Eubioticamente atraídos
conversa com caetano
Verbo tropicalista
Conversa com Caetano Veloso
Intervenções de Augusto de Campos e Gilberto Gil
Extraído de Balanço da bossa e outras bossas,
Editora Perspectiva, 1993
Publicado originalmente em 6 de abril de 1968
AC – Você acha possível, Caetano, conciliar a necessidade de comunicação imediata (tendo em vista as grandes massas) com as inovações musicais?
CV – Acredito que a necessidade de comunicação com as grandes massas seja responsável, ela mesma, por inovações musicais. O rádio, a TV, o disco, criaram, sem dúvida, uma nova música: impondo-se como novos meios técnicos para a produção de música, nascidos por e para um processo novo de comunicação, exigiram/possibilitaram novas expressões. Esse novo processo de comunicação é presa de um esquema maior (as leis estéticas que comandam a produção musical em rádio, disco e TV nascem de necessidades comerciais, respeitos oficiais-estatais, compromissos morais etc. etc.) que representa, muitas vezes, um entrave à inovação (inovar, no sentido de ampliar o campo do conhecimento através de uma forma de arte).
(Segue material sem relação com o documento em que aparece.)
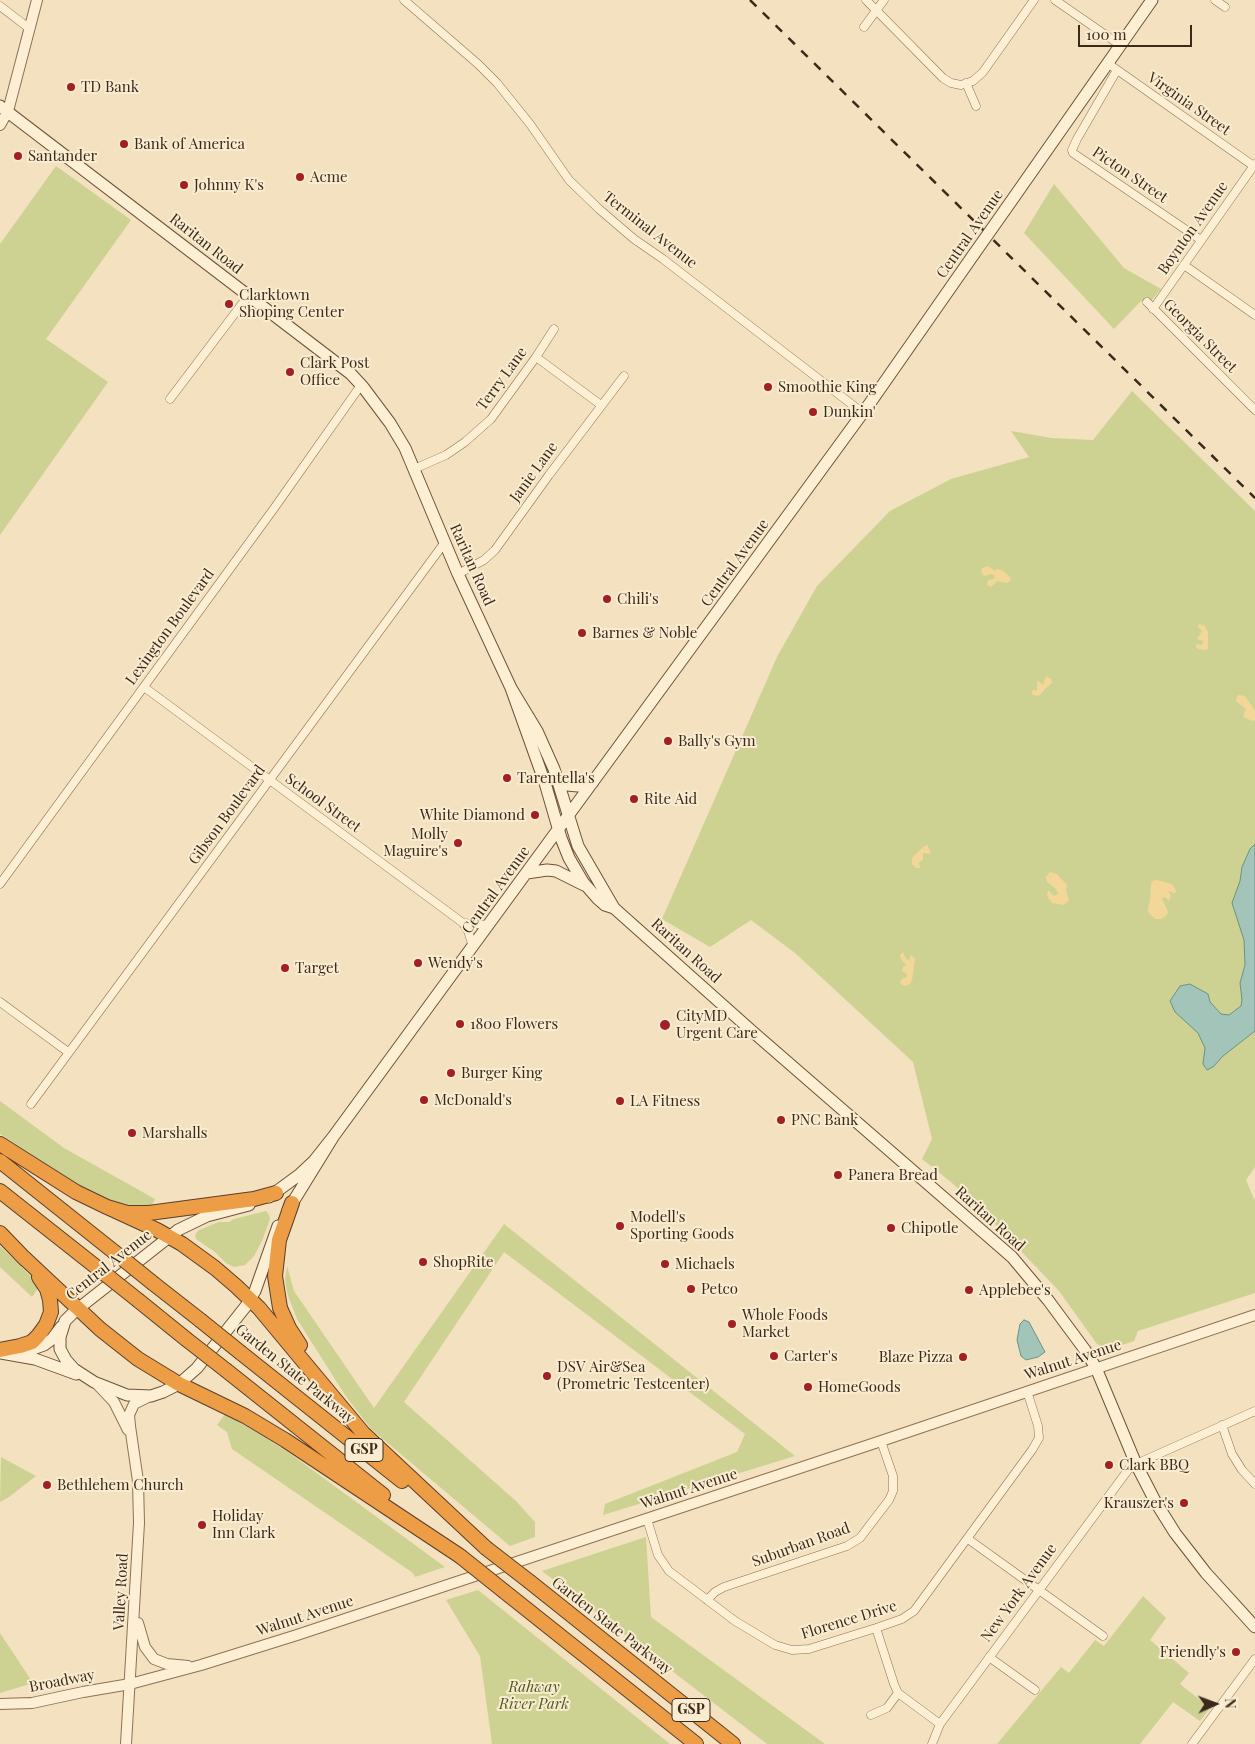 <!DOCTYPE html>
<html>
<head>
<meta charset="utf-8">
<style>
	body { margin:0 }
	#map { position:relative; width:1255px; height:1744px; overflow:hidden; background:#f3e1bf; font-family:"Playfair Display",serif }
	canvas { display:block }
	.north { position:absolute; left:1190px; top:1679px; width:50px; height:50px; -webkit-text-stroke:4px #f9ecd0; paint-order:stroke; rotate:88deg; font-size:14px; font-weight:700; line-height:20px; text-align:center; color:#3b2a1c }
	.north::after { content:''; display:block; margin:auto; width:18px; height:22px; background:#3b2a1c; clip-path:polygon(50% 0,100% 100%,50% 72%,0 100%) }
	.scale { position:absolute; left:1078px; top:25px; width:114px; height:22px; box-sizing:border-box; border:2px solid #3b2a1c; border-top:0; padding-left:6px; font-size:15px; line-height:18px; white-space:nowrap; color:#3b2a1c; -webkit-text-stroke:4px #f9ecd0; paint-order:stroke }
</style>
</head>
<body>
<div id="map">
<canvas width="1255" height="1744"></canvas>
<div class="north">N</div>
<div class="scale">100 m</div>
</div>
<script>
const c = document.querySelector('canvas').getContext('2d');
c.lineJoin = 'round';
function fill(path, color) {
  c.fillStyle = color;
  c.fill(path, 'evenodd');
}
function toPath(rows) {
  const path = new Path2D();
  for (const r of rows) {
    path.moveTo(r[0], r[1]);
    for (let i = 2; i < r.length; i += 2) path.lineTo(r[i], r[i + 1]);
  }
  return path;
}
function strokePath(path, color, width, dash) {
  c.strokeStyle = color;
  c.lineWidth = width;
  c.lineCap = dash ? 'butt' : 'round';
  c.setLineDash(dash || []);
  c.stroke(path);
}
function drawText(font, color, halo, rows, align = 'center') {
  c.font = font + ' "Playfair Display",serif';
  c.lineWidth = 4;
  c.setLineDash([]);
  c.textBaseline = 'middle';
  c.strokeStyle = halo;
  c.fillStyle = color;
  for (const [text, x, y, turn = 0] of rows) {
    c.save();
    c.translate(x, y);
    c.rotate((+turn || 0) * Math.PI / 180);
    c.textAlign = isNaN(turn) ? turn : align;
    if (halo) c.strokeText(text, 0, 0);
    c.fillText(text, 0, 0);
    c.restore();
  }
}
fill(toPath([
	[56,166,131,220,46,339,108,382,0,535,0,244],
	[1054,184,1124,268,1161,289,1147,306,1141,301,1114,329,1024,233],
	[1132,391,1255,511,1255,1167,1246,1180,1255,1201,1255,1293,1138,1331,1134,1341,1108,1350,1097,1344,1059,1291,998,1227,951,1182,922,1159,932,1139,913,1062,795,953,751,920,710,947,662,919,777,657,817,586,890,511,951,479,1029,457,1011,431,1052,438,1093,440],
	[0,1101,64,1148,155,1199,150,1209,116,1207,79,1185,0,1134],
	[266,1211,269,1215,270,1219,262,1241,254,1256,245,1265,234,1267,226,1263,215,1252,196,1239,195,1235,199,1230,219,1222,229,1222,234,1219],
	[504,1224,795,1456,603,1515,605,1504,737,1452,745,1434,504,1252,404,1402,516,1501,535,1522,535,1537,510,1546,371,1429,345,1395,297,1319,288,1296,285,1280,287,1266,294,1291,374,1408],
	[0,1246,40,1285,32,1297,0,1267],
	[225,1414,262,1435,292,1455,445,1567,415,1577,413,1573,232,1449,227,1432,217,1425],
	[1,1457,36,1476,9,1497,0,1502],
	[646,1537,651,1617,825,1744,767,1744,542,1571],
	[478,1590,670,1744,492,1744,480,1656,446,1600],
	[1143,1596,1166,1618,1150,1640,1189,1673,1180,1684,1210,1708,1200,1721,1173,1702,1140,1744,997,1744,1061,1667,1069,1673,1095,1640,1104,1646],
	[0,1633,33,1683,0,1693]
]), '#cdd292');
fill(toPath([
	[988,566,995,571,997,569,1002,570,1009,576,1011,580,1007,583,997,581,991,587,987,585,988,580,994,579,995,576,992,574,984,576,981,572,982,568],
	[1199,624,1205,626,1208,632,1208,649,1204,650,1198,649,1196,647,1196,644,1201,645,1203,643,1203,641,1197,639,1202,631,1198,627],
	[1046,676,1051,679,1052,683,1045,689,1040,695,1036,696,1032,694,1033,689,1035,691,1037,690,1037,680,1043,685],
	[1239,695,1245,696,1255,711,1255,720,1253,721,1245,718,1243,716,1246,709,1236,701,1237,696],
	[927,845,928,846,931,854,923,853,923,860,919,862,920,868,916,868,912,864,912,858,923,847],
	[1050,872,1057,874,1067,885,1066,890,1069,900,1064,905,1052,903,1047,896,1048,890,1054,896,1058,894,1056,889,1047,882,1046,877],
	[1157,880,1169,883,1173,885,1176,891,1175,893,1168,891,1171,896,1169,901,1165,897,1162,898,1168,912,1166,916,1161,919,1155,919,1148,912,1148,908,1150,901,1151,884,1152,881],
	[903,952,906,959,909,960,911,955,915,959,912,980,910,984,906,986,902,985,900,982,902,979,907,977,906,973,902,971,903,967,906,965,901,959,900,955]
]), '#f2d799');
const water = toPath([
	[1255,844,1255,1031,1223,1056,1213,1067,1207,1070,1203,1064,1205,1048,1198,1033,1175,1012,1170,1001,1180,986,1190,984,1208,994,1210,1002,1221,1014,1229,1015,1241,1006,1242,1000,1240,983,1245,965,1244,940,1232,903,1240,881,1242,867,1250,849,1255,844],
	[1024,1320,1029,1322,1045,1352,1038,1357,1026,1360,1021,1356,1017,1340,1020,1324,1024,1320]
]);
fill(water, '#a3c4b9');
strokePath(water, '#699387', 1);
const minor = toPath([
	[404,0,478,64,497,83,530,124,569,180,599,209,634,239,663,259,863,413],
	[866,0,943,78,951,83,961,85,973,81,983,72,1034,0],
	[1055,0,1120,45],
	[1215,0,1225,7],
	[0,6,30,29],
	[864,27,884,0],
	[1113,67,1255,167],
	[1117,70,1077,139,1072,150,1073,153,1201,240],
	[966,83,976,106],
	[1184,265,1255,315],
	[1147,302,1255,410],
	[1153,309,1255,164],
	[536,357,601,405],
	[170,399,248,296],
	[414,469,446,455,465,442,491,419,536,357,554,329],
	[458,574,484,560,495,550,549,475,624,376],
	[144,687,463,923,468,931,473,947],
	[0,884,275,507,361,385],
	[463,923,489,925],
	[0,1002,68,1052],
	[31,1104,445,542],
	[1222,1425,1232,1454,1242,1470,1255,1484],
	[647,1519,658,1555,669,1571,735,1621,775,1645,792,1650,809,1649,876,1628,902,1619,914,1611,1032,1450,1039,1438,1038,1426,1027,1391],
	[968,1539,1103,1636],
	[707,1600,715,1592,724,1587,847,1546,860,1538,889,1500,893,1491,893,1476,881,1441],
	[876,1628,894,1684,898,1693,940,1724],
	[989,1657,1035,1690],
	[871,1715,887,1708,898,1693],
	[932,1744,940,1724,1128,1470,1136,1464,1255,1411],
	[1192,1744,1255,1659]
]);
const tertiary = toPath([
	[0,125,8,111,37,0],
	[97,1384,114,1402,128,1430],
	[138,1623,145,1647,154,1659,167,1664,188,1666],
	[0,1704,32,1703,83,1692,130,1684,201,1665,297,1635,881,1441,1255,1315],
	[126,1744,139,1523,138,1481,130,1426,129,1415,134,1404,150,1396]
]);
const secondary = toPath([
	[0,106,351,374,363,387,390,423,405,448,458,574,511,688,545,783,561,838,569,858,583,882,597,898,605,905,614,908],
	[1005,210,1152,0],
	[511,688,537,731,554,769,578,846,614,908,753,1032,1012,1257,1048,1300,1085,1350,1096,1368,1136,1464,1155,1501,1175,1533,1206,1573,1255,1627],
	[559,781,567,785,578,786,593,782],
	[527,873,547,870,556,871,584,885],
	[269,1197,299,1175,314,1161,333,1137,870,403,974,254],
	[249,1205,207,1216,178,1230,74,1312,65,1321,60,1337,60,1349,66,1360,74,1369,94,1382,127,1395,151,1396,163,1392,179,1384,197,1368,246,1306,255,1291,278,1226],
	[288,1210,333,1137],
	[17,1352,30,1350,44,1345,52,1339,61,1327],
	[0,1353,35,1359,76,1374]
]);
const motorway = toPath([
	[0,1144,76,1192,107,1207,127,1213,149,1213,254,1199,276,1193],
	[0,1161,113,1251],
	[0,1191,100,1270],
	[292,1203,279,1240,275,1276,280,1308,289,1328,300,1345],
	[107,1207,157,1230,182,1244,215,1268,236,1286,259,1308,363,1433,486,1548],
	[0,1233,26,1260],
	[20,1254,100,1329,138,1359,179,1384,245,1416,285,1440,460,1556],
	[154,1284,200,1320],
	[139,1301,186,1339],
	[0,1350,20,1346,32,1342,38,1336,46,1325,51,1312,50,1300,47,1289,39,1277],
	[241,1353,402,1481],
	[227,1371,383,1495],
	[530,1582,733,1744],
	[505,1592,696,1744]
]);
strokePath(minor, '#8e7155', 9);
strokePath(tertiary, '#8e7155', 12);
strokePath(secondary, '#6f5239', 13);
strokePath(motorway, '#5b3f2a', 16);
strokePath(minor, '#fcefd4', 8);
strokePath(tertiary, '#fcefd4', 10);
strokePath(secondary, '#fcefd4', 11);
strokePath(motorway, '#ec9d46', 14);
strokePath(toPath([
	[750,0,1255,498]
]), '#3b2a1c', 2.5, [9, 9]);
const secondaryBridge = toPath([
	[974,254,1005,210]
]);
const motorwayBridge = toPath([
	[113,1251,154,1284],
	[100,1270,139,1301],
	[200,1320,241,1353],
	[186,1339,227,1371],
	[486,1548,530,1582],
	[460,1556,505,1592]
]);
strokePath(secondaryBridge, '#6f5239', 13, []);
strokePath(motorwayBridge, '#5b3f2a', 16, []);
strokePath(secondaryBridge, '#fcefd4', 11);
strokePath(motorwayBridge, '#ec9d46', 14);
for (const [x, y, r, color] of [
	[71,87,5,"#a31f25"],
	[124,144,5,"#a31f25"],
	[18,156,5,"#a31f25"],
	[300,177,5,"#a31f25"],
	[184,185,5,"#a31f25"],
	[229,304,5,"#a31f25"],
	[290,372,5,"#a31f25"],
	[768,387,5,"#a31f25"],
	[813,412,5,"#a31f25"],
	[607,599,5,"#a31f25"],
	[582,633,5,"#a31f25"],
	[668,741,5,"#a31f25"],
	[507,778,5,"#a31f25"],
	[634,799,5,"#a31f25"],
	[535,815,5,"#a31f25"],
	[458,843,5,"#a31f25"],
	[418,963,5,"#a31f25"],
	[285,968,5,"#a31f25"],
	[460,1024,5,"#a31f25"],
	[665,1025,6,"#a31f25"],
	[451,1073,5,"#a31f25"],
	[424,1100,5,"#a31f25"],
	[620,1101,5,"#a31f25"],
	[781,1120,5,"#a31f25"],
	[132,1133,5,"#a31f25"],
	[838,1175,5,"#a31f25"],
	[620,1226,5,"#a31f25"],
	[891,1228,5,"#a31f25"],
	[423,1262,5,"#a31f25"],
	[665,1264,5,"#a31f25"],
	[691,1289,5,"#a31f25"],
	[969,1290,5,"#a31f25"],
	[732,1324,5,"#a31f25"],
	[774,1356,5,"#a31f25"],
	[963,1357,5,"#a31f25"],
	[547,1376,5,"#a31f25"],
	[808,1387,5,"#a31f25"],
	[1109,1465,5,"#a31f25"],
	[47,1485,5,"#a31f25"],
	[1184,1503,5,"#a31f25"],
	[202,1525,5,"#a31f25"],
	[1236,1652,5,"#a31f25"]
]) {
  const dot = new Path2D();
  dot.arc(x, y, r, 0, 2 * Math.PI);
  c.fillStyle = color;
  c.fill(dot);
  strokePath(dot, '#f9ecd0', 2);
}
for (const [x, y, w] of [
	[364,1450,38],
	[691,1710,38]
]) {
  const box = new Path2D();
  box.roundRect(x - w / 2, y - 11.5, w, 23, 4);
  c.fillStyle = '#f9ecd0';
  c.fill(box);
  strokePath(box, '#3b2a1c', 1);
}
drawText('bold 14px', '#3b2a1c', null, [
	["GSP",364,1450],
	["GSP",691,1710]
]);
drawText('15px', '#3b2a1c', '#f9ecd0', [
	["TD Bank",81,87],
	["Bank of America",134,144],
	["Santander",28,156],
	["Acme",310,177],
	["Johnny K's",194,185],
	["Clarktown",239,295],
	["Shoping Center",239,312],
	["Clark Post",300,363],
	["Office",300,380],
	["Smoothie King",778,387],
	["Dunkin'",823,412],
	["Chili's",617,599],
	["Barnes & Noble",592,633],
	["Bally's Gym",678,741],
	["Tarentella's",517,778],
	["Rite Aid",644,799],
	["White Diamond",525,815,"right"],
	["Molly",448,834,"right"],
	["Maguire's",448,851,"right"],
	["Wendy's",428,963],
	["Target",295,968],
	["CityMD",676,1016],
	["Urgent Care",676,1033],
	["1800 Flowers",470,1024],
	["Burger King",461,1073],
	["McDonald's",434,1100],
	["LA Fitness",630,1101],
	["PNC Bank",791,1120],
	["Marshalls",142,1133],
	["Panera Bread",848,1175],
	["Modell's",630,1217],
	["Sporting Goods",630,1234],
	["Chipotle",901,1228],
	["ShopRite",433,1262],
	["Michaels",675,1264],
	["Petco",701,1289],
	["Applebee's",979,1290],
	["Whole Foods",742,1315],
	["Market",742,1332],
	["Carter's",784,1356],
	["Blaze Pizza",953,1357,"right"],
	["DSV Air&Sea",557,1367],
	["(Prometric Testcenter)",557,1384],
	["HomeGoods",818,1387],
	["Clark BBQ",1119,1465],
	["Bethlehem Church",57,1485],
	["Krauszer's",1174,1503,"right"],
	["Holiday",212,1516],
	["Inn Clark",212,1533],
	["Friendly's",1226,1652,"right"]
], 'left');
drawText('15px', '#3b2a1c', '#f9ecd0', [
	["Virginia Street",1189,104,35],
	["Picton Street",1130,175,34],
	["Boynton Avenue",1193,228,-55],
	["Terminal Avenue",650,230,38],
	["Central Avenue",970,234,-55],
	["Raritan Road",206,244,38],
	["Georgia Street",1200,336,45],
	["Terry Lane",502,379,-54],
	["Janie Lane",534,472,-54],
	["Central Avenue",735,563,-54],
	["Raritan Road",472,565,66],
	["Lexington Boulevard",170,627,-54],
	["School Street",323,803,36],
	["Gibson Boulevard",227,815,-54],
	["Central Avenue",496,890,-54],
	["Raritan Road",686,951,42],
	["Raritan Road",990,1219,42],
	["Central Avenue",109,1265,-38],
	["Walnut Avenue",1073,1360,-18],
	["Garden State Parkway",295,1374,39],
	["Walnut Avenue",689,1489,-18],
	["Suburban Road",801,1545,-20],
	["Valley Road",121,1592,-87],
	["New York Avenue",1019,1593,-54],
	["Walnut Avenue",305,1616,-18],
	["Florence Drive",849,1620,-17],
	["Garden State Parkway",612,1626,38],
	["Broadway",62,1681,-11]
]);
drawText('italic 15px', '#4e5a20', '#f9ecd0', [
	["Rahway",534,1687],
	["River Park",534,1704]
]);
</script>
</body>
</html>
Livre do patrocinador, do censor, do compromisso com a mediocridade das massas, o “pesquisador puro” é que irá dar saltos ousados; não sem risco, entretanto, de cair no vazio. Ou seja: de um lado, a Música, violentada por um processo novo de comunicação, faz-se nova e forte, mas escrava; de outro, a Música, resguardada. Assim, se poderia pensar que o rádio, a TV, o disco, como meios de comunicação, teriam transformado a própria forma das artes por eles divulgadas, mas que esses meios, com toda a força que eles tinham, trariam em si mesmos o freio às inovações. Creio, porém, que a possibilidade do meio novo exigir a forma nova não está esgotada. Que o processo não parou. Que o conflito permanece vivo porque os novos meios de comunicação continuam a funcionar como freio e como novo. Por exemplo: os Beatles romperam esse mecanismo, mas só o conseguiram através do poder adquirido através do disco. Eles deram uma virada que eu mesmo não sei onde vai dar. Você ouviu o disco do Jimi Hendrix, Experience? Está em 1° lugar nas paradas de vendas dos E.U.A. e da Inglaterra. É um disco dificílimo, lindíssimo. É mais difícil que os Beatles. É inovador. É riquíssimo, inclusive poeticamente. O disco é todo ele de experiências com sons de guitarra. É uma música negra, improvisada, como o jazz, mas muito próxima da música eletrônica. Com uma noção fantástica de estrutura. Jimi é guitarrista e faz as letras de suas músicas. Além disso, ele canta atrás desses sons que ele e o baixo tiram da guitarra, em primeiro plano. E isso que ele canta e você quase não ouve são letras excelentes e difíceis. Eu tenho a impressão de que tudo isso penetrou um pouco como exigência de que se faça a novidade.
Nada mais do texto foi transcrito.